Standards and compatibility

Axtary's product surface is the local content-authorization path: normalize the exact action, decide before execution, issue an ActionPass for an allow, and write tamper-evident ledger evidence. Standards work is kept thin around that path so customers can evaluate Axtary beside the policy and agent-control systems they already track.

Agent Control shim

Axtary includes a credential-free Agent Control-style conformance shim for pre_tool_call and post_tool_call envelopes.

Run it locally:

axtary acs conformance

The check uses deterministic vectors:

  • an allowed Slack tool call routes through Axtary policy, receives a signed ActionPass, executes a fixture handler, and writes authorization plus execution ledger records;
  • a non-allowlisted channel is denied before handler execution;
  • an external-recipient message returns step_up / escalate without provider execution.

Truth boundary: this is a local conformance adapter over Axtary's existing runtime. It is not a hosted Microsoft integration or a claim of certification. See spec/agent-control-shim-v0.md.

AgentCore and Cedar

axtary test-policy --parity runs the same fixtures through the native evaluator, Cedar, and Rego. The report also includes an offline AgentCore Cedar-shaped Gateway request mapping: OAuth-user tags, Gateway action/resource, tool input, and Axtary action/payload hashes.
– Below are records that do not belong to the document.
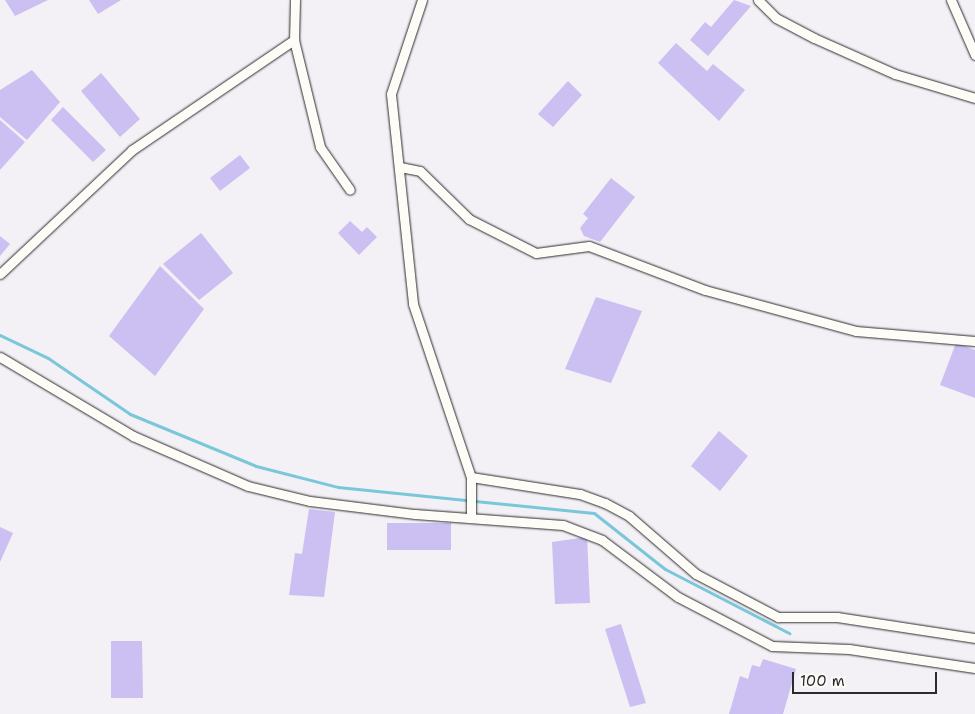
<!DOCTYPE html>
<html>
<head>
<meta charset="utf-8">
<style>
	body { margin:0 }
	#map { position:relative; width:975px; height:714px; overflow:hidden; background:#f3f0f6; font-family:"Shantell Sans",sans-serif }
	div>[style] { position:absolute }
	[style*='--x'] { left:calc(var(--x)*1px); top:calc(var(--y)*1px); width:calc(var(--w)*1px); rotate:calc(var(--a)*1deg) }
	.stream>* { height:3px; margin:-1.5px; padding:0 1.5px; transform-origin:1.5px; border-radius:1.5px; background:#7ac7d9 }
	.building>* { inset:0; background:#ccbff1 }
	.roads { filter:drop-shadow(0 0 1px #2b2b2b) drop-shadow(0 0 1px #2b2b2b) }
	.minor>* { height:9px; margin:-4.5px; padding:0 4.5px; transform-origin:4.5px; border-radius:4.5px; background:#fdfcf7 }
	span { translate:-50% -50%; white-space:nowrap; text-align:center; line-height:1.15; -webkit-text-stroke:5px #fdfcf7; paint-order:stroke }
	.scale { position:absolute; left:792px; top:672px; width:145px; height:22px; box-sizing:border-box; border:2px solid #2b2b2b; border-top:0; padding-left:6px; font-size:15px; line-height:18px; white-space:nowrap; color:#2b2b2b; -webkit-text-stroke:4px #fdfcf7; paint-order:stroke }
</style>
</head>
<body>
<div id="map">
	<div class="stream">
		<i style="--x:0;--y:335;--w:53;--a:25.6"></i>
		<i style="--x:48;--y:358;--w:99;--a:34.3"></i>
		<i style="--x:130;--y:414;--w:136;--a:22.4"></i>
		<i style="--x:256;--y:466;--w:85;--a:14.4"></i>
		<i style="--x:338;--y:487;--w:257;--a:5.8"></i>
		<i style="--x:594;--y:513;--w:90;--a:38.3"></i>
		<i style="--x:665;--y:569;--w:140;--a:27.3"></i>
	</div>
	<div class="building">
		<i style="clip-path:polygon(5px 0,48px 0,15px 16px)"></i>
		<i style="clip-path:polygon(89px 0,121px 0,98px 14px)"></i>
		<i style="clip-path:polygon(734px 0,751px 6px,708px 56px,690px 40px,705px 22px,711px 27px)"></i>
		<i style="clip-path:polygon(676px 43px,707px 71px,713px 64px,745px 90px,719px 121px,658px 63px)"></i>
		<i style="clip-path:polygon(32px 70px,60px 102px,27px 140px,0 117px,0 90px)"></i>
		<i style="clip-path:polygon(101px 73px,140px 119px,120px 137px,81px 91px)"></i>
		<i style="clip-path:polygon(568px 81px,582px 95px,553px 127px,538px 114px)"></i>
		<i style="clip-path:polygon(63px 107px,106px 150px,93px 162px,51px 120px)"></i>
		<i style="clip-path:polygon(0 120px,25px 142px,0 170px)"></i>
		<i style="clip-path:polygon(240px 155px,250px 168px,220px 191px,210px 178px)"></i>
		<i style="clip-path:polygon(611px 178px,635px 197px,600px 242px,584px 236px,580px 228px,588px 218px,583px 214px)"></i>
		<i style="clip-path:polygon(350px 221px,362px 232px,367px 227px,377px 237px,359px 255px,338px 233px)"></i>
		<i style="clip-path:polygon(201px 233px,233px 273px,199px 300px,163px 264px)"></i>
		<i style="clip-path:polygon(0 236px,10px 244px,0 256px)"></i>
		<i style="clip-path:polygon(160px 266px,204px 309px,155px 376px,109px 336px)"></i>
		<i style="clip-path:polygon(596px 297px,642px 311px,611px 383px,565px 369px)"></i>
		<i style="clip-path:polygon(956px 343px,975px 350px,975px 398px,940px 385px)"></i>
		<i style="clip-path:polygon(719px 431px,748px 456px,720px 491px,691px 466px)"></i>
		<i style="clip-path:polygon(309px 509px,335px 512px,324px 597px,289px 595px,295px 553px,302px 554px)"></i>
		<i style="clip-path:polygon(387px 523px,451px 523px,451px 550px,387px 550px)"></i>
		<i style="clip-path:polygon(0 527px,13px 533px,0 562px)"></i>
		<i style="clip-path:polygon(587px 537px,590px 603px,555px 604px,552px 542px)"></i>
		<i style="clip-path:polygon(621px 624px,646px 703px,630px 707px,605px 629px)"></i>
		<i style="clip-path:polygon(111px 641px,142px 641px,143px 698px,111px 698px)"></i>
		<i style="clip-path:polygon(763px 659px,796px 669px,783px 714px,729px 714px,740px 676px,748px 679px,752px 665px,760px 667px)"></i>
	</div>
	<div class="roads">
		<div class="minor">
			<i style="--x:295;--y:0;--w:40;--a:91.4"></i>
			<i style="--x:294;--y:40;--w:110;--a:76.3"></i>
			<i style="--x:320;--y:147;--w:52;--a:55.1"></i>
			<i style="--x:422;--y:0;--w:99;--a:108.3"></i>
			<i style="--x:391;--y:94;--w:211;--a:84"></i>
			<i style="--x:413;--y:304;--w:182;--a:71.5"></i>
			<i style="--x:471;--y:477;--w:40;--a:90"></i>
			<i style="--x:758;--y:0;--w:25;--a:45"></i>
			<i style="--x:776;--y:18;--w:43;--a:27.8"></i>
			<i style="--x:814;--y:38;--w:89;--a:24"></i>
			<i style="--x:895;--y:74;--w:84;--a:16.7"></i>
			<i style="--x:951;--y:0;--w:60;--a:66.4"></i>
			<i style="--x:400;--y:167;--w:20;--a:11"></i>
			<i style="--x:420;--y:171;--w:69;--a:44.4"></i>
			<i style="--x:469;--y:219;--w:75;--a:26.9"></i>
			<i style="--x:536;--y:253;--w:53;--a:-7.5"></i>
			<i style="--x:589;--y:246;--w:124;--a:20.8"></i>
			<i style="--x:705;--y:290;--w:156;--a:15.2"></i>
			<i style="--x:856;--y:331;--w:119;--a:4.8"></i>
			<i style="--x:0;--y:274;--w:181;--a:-43.2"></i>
			<i style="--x:132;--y:150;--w:196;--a:-34.2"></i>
			<i style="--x:0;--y:357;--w:155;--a:30.7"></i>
			<i style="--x:133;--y:436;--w:125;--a:23.5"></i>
			<i style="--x:248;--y:486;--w:64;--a:13.6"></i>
			<i style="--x:310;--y:501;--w:106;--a:7.1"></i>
			<i style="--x:415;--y:514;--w:148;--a:4.3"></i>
			<i style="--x:563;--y:525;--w:42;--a:21"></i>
			<i style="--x:602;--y:540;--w:95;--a:36.9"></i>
			<i style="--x:678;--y:597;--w:106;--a:27.5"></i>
			<i style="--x:772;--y:646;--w:77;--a:2.2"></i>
			<i style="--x:849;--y:649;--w:127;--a:8.6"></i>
			<i style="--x:471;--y:477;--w:110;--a:8.9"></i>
			<i style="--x:580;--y:494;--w:27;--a:20"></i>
			<i style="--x:605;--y:503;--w:27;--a:28"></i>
			<i style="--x:629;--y:516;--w:89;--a:40.9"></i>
			<i style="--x:696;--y:574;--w:93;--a:27.7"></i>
			<i style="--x:778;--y:617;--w:59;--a:0"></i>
			<i style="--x:837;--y:617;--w:140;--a:8.7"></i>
		</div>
	</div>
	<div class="scale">100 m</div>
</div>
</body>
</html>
axtary test-policy --parity --json

Truth boundary: this proves that Axtary can export the normalized action into a Cedar-shaped AgentCore Gateway authorization request. It does not deploy an AWS AgentCore Gateway policy or claim live AWS enforcement.

MCP SEP draft

Axtary publishes a draft MCP Specification Enhancement Proposal for payload-bound authorization and signed tool-definition provenance: spec/sep/mcp-payload-bound-authz-and-definition-provenance.md.
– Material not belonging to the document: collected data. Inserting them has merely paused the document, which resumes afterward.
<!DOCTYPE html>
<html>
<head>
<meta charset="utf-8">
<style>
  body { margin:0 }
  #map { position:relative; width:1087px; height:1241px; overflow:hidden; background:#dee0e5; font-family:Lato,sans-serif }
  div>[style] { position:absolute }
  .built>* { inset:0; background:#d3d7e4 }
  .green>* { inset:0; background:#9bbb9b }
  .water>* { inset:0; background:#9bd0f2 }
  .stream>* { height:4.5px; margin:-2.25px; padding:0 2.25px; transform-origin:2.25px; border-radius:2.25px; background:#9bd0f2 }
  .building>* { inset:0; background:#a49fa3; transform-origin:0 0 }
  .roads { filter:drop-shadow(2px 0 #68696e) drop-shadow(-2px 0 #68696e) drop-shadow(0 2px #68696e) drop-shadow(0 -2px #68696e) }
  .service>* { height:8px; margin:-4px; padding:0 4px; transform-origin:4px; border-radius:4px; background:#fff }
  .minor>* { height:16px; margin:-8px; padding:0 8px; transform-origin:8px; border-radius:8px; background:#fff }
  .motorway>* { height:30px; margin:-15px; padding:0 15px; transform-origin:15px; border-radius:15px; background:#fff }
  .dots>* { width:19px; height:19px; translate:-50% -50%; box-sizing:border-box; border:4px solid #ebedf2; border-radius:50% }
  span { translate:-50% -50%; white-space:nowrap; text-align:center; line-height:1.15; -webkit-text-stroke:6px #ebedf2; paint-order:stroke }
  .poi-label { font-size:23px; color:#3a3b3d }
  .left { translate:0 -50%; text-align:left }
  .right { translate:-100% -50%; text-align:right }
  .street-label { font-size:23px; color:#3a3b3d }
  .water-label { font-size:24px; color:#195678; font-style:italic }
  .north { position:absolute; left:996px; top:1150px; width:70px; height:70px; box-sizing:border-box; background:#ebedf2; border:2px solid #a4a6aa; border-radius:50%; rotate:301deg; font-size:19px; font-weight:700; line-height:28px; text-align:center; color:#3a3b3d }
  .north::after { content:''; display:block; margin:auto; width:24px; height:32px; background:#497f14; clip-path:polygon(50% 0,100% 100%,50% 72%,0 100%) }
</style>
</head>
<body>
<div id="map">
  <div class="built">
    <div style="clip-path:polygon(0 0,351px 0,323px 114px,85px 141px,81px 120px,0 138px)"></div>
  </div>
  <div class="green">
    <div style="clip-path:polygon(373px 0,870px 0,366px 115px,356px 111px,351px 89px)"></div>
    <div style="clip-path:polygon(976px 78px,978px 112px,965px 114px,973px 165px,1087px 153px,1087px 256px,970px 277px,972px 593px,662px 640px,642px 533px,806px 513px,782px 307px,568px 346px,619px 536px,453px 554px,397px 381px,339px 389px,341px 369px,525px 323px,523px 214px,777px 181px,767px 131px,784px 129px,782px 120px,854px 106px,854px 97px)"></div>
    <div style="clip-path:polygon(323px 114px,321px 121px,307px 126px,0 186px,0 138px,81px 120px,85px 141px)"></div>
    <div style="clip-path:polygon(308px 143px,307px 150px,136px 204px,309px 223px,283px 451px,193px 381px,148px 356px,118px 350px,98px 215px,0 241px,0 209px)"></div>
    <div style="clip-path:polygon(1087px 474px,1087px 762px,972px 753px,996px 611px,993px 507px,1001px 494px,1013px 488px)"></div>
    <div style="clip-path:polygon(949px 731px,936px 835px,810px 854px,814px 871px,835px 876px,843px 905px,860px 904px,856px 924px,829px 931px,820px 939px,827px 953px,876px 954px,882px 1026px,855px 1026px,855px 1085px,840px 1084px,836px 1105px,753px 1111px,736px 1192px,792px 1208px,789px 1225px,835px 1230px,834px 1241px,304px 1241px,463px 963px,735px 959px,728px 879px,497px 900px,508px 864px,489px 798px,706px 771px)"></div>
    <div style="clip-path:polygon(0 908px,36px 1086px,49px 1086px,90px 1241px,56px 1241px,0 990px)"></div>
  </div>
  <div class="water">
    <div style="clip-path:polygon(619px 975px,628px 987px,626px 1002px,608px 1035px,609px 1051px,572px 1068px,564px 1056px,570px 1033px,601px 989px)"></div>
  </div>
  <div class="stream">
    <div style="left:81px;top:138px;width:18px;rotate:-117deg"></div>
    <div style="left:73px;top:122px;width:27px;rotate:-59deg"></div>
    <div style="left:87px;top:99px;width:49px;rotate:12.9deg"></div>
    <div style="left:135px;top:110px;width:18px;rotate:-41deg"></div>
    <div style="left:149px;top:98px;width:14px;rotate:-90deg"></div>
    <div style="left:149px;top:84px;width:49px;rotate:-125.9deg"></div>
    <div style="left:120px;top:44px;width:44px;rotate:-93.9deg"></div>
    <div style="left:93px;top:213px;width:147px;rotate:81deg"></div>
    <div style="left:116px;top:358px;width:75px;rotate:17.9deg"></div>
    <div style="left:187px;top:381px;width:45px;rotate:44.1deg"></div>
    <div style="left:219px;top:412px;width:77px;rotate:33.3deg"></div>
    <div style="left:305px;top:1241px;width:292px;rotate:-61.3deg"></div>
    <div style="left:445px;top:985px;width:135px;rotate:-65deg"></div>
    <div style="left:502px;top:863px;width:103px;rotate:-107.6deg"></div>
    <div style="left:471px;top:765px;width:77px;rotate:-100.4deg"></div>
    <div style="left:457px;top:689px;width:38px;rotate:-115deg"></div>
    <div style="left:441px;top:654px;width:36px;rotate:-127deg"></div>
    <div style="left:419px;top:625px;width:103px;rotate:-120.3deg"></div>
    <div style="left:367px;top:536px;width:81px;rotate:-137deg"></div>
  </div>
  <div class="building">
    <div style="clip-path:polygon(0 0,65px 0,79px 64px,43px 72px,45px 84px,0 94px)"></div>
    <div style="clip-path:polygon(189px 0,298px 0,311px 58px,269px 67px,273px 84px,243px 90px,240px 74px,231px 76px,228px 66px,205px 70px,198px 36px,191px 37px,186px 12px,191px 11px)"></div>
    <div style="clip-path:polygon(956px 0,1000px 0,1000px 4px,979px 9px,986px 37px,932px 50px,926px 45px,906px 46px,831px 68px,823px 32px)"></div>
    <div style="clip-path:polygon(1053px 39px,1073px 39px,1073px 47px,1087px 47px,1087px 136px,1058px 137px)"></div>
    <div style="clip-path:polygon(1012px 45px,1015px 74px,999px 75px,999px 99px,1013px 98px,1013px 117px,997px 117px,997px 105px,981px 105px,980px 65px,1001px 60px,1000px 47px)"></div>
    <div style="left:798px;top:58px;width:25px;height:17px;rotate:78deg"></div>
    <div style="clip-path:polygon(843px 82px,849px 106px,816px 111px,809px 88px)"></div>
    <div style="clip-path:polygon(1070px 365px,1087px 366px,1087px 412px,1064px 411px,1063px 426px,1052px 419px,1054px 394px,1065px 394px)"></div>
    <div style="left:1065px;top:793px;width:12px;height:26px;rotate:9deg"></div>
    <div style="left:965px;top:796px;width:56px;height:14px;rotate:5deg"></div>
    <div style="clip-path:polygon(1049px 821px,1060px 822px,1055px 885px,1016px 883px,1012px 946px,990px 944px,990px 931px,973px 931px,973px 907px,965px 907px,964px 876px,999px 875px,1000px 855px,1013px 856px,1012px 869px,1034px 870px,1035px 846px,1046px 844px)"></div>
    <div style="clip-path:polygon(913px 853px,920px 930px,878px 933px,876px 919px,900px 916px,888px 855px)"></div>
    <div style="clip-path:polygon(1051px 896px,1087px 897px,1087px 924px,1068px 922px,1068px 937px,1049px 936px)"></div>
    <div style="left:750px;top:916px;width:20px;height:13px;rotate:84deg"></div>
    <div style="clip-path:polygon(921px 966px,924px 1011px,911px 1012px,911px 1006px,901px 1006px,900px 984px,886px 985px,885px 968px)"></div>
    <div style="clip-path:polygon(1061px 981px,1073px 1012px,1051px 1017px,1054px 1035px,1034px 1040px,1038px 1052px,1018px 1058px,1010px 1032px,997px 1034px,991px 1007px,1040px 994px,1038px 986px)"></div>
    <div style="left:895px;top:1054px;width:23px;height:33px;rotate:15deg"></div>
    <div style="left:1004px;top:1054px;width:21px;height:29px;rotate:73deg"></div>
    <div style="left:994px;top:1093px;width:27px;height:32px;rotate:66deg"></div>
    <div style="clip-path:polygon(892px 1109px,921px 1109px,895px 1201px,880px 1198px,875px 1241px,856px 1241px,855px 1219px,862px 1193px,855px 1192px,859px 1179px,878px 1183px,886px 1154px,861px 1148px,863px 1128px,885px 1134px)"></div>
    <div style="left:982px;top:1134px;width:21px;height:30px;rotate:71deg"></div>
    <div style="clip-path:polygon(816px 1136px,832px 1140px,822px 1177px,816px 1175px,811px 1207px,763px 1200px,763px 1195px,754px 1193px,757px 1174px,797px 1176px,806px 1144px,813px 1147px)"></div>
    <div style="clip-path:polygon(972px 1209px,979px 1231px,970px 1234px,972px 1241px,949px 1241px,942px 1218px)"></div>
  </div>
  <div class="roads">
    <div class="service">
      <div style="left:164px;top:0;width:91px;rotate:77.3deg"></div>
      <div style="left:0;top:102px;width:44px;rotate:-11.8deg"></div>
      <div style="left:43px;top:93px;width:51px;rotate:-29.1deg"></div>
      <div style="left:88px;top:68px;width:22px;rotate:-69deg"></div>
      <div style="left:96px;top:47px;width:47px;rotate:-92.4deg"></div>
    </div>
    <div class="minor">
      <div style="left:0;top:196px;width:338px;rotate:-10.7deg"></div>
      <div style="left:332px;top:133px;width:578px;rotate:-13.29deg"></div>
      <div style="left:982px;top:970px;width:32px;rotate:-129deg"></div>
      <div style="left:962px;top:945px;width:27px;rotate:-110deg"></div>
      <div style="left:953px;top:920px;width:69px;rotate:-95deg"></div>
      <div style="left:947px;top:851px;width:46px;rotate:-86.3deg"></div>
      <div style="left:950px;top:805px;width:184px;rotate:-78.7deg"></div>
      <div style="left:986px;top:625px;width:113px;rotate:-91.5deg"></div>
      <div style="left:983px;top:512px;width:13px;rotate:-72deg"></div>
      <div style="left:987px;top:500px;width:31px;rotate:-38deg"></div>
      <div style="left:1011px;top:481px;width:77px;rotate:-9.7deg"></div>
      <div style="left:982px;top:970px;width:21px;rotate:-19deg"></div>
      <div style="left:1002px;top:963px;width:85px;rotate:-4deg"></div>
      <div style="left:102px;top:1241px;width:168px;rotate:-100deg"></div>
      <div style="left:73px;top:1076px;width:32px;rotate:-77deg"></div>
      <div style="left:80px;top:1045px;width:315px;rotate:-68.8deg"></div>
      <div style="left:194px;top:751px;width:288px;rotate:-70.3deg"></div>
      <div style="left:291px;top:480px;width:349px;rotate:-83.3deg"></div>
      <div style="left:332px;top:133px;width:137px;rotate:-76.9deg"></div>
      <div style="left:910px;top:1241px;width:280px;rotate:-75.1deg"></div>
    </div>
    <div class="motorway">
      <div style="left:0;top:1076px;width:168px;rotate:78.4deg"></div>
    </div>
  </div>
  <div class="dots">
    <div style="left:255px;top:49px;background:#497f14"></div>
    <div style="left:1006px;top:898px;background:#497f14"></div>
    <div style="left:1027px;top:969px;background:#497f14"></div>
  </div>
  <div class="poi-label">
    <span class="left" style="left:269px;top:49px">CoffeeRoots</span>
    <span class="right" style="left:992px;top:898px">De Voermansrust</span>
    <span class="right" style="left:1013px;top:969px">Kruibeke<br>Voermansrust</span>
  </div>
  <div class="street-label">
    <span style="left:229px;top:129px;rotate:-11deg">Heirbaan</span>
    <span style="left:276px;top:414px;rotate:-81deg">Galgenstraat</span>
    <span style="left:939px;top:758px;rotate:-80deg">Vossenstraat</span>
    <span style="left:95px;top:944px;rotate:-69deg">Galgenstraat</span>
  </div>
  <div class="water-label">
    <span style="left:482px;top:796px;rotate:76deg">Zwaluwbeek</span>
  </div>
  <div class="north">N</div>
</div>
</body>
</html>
The draft is grounded in the implemented MCP provenance profile (spec/mcp-tool-provenance-v1.md): signed definition hashes, publisher keys, version-chain checks, and payload-bound invocation. It is intentionally labeled as an Axtary draft until the MCP community process accepts or changes it.

Truth boundary: signed tool definitions prove who published a definition and which version changed. They do not prove the tool is safe and do not detect or prevent prompt injection.